▶ [WORK REQUIRED]: In the entries below, the word "display" appears on some lines. Copy each of those lines.

▶ [DATA SECTION]:
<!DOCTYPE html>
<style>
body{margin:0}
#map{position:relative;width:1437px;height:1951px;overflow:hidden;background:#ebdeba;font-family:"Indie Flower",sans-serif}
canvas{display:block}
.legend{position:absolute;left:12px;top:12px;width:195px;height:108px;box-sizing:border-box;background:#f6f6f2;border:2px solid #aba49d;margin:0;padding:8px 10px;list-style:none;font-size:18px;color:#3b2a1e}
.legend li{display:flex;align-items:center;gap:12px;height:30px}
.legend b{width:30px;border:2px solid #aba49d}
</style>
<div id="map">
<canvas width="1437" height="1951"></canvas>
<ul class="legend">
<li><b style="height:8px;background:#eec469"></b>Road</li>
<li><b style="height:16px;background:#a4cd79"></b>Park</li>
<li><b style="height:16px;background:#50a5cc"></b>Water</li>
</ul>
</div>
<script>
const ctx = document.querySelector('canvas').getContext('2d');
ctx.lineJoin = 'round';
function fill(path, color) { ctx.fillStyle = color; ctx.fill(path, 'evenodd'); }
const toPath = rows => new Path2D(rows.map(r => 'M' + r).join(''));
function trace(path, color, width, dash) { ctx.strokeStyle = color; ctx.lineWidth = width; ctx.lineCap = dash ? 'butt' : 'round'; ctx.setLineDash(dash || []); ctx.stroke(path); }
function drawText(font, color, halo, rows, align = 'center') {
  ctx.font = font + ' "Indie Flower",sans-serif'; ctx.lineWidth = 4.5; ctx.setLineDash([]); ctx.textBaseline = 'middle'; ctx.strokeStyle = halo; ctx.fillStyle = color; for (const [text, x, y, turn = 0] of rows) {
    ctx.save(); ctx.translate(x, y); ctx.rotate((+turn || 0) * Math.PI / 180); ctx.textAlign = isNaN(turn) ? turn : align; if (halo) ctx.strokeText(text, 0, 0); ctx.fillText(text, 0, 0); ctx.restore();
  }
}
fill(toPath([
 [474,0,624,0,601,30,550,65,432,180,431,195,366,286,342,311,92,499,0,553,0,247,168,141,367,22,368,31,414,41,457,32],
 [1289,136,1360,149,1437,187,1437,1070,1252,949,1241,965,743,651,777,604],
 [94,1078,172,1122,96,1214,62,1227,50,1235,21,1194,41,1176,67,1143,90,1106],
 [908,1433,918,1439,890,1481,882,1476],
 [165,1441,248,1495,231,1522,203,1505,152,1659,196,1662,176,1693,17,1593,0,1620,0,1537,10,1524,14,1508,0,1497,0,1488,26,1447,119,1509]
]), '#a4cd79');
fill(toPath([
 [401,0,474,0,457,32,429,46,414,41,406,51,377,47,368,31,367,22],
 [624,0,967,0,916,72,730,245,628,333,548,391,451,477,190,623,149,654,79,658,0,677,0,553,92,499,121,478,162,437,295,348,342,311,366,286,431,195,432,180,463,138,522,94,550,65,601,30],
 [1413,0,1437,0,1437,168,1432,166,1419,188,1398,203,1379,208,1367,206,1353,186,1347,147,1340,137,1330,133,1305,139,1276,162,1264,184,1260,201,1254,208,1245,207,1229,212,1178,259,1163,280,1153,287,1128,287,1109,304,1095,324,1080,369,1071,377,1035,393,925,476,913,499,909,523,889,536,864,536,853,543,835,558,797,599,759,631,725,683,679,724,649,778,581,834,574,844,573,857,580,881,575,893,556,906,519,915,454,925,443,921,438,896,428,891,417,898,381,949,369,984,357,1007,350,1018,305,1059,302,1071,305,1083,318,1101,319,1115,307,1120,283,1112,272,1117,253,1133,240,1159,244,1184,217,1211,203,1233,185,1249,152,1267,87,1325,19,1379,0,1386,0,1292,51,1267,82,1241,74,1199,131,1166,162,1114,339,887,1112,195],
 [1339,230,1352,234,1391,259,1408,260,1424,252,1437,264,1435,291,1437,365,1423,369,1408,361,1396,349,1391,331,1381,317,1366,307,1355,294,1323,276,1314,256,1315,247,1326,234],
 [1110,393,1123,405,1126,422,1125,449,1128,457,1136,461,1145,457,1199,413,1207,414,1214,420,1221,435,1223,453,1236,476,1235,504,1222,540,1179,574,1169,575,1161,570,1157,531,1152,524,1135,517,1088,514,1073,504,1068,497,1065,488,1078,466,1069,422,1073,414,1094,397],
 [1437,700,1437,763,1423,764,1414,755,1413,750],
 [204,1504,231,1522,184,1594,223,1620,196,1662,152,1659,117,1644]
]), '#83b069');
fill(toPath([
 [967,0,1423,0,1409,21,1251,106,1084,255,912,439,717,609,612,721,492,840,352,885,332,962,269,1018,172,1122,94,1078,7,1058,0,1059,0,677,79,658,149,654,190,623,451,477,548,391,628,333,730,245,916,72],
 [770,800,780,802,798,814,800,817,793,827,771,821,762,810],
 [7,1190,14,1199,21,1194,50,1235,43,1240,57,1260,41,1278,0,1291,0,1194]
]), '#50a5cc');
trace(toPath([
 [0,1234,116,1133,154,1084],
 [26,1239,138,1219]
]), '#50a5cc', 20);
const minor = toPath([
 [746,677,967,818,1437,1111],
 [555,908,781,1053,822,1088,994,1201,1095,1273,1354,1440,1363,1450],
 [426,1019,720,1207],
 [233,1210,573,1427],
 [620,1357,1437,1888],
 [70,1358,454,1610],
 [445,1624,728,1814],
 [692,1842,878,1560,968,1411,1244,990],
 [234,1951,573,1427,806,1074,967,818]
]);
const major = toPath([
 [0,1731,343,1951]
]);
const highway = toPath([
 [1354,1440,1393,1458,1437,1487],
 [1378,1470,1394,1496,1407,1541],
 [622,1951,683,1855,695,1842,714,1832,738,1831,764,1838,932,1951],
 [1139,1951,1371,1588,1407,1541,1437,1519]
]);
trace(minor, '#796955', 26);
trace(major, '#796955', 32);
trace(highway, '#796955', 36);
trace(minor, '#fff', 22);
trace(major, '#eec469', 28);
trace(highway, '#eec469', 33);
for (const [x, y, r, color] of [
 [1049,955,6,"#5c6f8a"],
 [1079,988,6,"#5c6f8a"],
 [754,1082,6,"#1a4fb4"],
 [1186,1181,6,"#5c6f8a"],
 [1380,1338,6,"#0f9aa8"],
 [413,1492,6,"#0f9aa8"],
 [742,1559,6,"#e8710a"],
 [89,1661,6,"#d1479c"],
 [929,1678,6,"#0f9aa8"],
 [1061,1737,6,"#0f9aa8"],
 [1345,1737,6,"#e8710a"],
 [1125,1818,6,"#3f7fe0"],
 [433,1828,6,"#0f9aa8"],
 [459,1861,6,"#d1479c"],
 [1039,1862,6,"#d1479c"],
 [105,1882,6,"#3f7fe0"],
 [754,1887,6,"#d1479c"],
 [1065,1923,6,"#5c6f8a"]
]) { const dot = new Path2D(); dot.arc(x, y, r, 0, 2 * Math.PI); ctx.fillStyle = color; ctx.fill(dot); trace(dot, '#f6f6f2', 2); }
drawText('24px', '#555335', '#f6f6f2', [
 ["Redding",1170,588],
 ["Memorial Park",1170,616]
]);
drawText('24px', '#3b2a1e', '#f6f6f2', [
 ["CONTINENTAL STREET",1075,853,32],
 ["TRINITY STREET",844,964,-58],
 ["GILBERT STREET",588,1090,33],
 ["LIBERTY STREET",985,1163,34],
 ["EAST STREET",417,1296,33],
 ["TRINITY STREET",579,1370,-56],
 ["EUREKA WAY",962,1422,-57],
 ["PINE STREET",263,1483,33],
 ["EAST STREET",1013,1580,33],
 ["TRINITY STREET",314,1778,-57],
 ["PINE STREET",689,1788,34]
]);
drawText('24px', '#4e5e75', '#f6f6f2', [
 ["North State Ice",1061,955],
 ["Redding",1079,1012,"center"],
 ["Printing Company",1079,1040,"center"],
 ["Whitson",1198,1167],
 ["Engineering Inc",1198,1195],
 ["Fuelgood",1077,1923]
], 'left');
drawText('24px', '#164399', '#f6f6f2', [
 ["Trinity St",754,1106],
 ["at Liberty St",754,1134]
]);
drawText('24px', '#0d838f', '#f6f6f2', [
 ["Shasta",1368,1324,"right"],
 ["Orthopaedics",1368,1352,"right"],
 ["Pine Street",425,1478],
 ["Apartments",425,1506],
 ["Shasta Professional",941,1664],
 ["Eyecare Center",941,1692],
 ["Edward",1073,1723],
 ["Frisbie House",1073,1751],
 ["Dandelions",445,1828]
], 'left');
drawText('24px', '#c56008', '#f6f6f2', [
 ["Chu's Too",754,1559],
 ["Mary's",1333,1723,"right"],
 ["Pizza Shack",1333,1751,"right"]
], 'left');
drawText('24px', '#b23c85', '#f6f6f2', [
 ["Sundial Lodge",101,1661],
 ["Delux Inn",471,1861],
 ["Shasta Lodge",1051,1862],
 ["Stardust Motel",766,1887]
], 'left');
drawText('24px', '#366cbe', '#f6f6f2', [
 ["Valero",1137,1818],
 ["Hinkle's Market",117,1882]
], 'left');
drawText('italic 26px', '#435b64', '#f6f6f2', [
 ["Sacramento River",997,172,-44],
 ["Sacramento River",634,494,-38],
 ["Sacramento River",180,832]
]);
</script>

▶ [REPLY]:
canvas{display:block}
.legend li{display:flex;align-items:center;gap:12px;height:30px}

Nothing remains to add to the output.